▶ **Work order**
Read the records below and copy each line that contains "喻家山北路".
——————————
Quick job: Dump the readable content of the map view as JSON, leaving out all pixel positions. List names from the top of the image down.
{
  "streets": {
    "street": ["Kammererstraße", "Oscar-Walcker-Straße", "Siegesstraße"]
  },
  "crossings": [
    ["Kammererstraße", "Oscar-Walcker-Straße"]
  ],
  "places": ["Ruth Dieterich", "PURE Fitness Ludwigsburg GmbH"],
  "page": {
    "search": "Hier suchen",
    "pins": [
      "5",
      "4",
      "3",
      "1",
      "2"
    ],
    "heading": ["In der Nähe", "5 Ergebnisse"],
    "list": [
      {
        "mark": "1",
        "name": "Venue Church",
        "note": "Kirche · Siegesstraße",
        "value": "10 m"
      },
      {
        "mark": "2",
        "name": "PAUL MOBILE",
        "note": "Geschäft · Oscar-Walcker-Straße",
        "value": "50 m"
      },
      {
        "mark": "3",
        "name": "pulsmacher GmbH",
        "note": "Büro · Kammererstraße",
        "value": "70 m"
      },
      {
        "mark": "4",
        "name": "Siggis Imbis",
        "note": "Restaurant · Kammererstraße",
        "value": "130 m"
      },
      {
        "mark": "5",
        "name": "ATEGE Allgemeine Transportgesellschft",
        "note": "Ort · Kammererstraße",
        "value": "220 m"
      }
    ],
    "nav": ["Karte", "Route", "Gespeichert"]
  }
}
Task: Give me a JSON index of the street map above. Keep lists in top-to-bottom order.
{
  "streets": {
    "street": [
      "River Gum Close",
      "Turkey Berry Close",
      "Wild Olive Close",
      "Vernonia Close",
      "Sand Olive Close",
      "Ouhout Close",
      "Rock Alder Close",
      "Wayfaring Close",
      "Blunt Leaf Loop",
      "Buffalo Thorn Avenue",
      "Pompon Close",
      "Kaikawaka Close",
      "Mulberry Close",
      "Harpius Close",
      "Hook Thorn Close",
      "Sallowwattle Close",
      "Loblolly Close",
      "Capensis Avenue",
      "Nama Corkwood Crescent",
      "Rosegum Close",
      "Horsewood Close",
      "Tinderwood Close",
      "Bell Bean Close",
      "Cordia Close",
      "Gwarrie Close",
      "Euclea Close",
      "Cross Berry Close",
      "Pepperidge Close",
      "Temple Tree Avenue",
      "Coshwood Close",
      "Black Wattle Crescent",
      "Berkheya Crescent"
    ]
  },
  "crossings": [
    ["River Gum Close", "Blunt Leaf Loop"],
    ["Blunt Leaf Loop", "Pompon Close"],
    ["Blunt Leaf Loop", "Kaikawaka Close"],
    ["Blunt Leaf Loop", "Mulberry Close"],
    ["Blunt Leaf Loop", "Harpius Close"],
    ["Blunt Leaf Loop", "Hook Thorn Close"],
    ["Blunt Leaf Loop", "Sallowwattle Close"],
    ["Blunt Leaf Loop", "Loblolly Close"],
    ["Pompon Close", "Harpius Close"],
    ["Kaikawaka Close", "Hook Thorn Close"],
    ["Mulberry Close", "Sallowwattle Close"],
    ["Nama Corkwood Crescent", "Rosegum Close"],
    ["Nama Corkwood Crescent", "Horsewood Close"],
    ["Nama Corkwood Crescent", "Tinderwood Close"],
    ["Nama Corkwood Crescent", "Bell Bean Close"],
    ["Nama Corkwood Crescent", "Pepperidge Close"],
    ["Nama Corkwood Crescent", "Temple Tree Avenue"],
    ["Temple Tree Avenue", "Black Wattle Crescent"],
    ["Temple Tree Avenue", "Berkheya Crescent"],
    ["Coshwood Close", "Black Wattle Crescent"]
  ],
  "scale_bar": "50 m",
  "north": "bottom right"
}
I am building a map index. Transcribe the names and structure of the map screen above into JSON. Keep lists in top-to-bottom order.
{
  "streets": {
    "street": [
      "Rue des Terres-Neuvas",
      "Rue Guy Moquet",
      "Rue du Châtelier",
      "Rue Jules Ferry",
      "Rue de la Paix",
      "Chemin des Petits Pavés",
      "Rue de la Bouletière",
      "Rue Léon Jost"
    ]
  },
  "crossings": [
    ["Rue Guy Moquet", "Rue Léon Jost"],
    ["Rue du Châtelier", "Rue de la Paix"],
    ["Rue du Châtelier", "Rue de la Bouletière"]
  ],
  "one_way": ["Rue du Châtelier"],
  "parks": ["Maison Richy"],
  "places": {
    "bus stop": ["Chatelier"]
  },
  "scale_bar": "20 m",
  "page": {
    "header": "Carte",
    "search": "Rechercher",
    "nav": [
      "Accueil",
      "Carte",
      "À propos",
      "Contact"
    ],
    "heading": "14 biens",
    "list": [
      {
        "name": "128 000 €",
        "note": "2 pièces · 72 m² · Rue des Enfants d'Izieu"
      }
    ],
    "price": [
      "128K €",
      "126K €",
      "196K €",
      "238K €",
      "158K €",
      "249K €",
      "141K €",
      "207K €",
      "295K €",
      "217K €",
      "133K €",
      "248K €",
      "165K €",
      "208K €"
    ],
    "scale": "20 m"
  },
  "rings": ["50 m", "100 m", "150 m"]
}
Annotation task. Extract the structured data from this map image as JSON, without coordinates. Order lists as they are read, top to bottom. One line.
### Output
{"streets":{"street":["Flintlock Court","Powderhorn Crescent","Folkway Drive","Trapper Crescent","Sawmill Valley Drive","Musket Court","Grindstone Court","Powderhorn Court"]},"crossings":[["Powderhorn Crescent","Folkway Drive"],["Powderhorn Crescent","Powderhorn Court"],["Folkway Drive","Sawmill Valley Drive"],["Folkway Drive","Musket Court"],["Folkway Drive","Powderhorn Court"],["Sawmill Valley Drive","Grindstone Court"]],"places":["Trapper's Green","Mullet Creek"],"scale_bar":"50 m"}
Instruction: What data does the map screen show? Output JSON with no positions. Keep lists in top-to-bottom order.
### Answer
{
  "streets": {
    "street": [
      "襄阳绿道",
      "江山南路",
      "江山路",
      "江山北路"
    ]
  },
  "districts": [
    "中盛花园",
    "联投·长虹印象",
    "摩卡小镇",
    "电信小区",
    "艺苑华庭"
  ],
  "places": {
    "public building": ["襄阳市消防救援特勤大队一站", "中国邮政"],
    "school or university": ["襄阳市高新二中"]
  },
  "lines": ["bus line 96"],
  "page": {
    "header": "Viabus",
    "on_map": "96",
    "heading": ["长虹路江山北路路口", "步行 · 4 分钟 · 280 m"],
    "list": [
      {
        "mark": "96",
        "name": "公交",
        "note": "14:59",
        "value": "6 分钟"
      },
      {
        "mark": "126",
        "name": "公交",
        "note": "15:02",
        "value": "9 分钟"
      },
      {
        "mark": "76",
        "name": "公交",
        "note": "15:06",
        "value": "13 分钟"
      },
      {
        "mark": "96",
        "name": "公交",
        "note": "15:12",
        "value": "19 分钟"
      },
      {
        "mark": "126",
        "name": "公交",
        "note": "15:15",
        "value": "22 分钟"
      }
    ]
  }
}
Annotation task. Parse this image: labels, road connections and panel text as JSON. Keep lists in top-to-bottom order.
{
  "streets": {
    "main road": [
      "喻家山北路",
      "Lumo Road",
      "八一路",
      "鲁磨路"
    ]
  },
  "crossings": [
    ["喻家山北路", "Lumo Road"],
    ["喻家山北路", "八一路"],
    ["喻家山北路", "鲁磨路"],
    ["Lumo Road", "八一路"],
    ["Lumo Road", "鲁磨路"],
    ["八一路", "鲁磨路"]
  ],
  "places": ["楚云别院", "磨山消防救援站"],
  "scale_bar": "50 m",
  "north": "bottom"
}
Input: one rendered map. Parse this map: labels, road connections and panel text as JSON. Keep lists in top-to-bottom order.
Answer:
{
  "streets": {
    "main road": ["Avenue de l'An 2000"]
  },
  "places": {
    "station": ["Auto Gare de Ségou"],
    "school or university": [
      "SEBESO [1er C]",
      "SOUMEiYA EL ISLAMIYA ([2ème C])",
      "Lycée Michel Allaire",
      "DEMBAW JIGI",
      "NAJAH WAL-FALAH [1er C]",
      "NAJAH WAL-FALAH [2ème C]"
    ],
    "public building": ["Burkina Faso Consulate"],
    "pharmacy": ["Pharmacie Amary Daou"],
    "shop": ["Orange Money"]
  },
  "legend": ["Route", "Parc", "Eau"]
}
——————————
▶ **Response**
      "喻家山北路",
    ["喻家山北路", "Lumo Road"],
    ["喻家山北路", "八一路"],
    ["喻家山北路", "鲁磨路"],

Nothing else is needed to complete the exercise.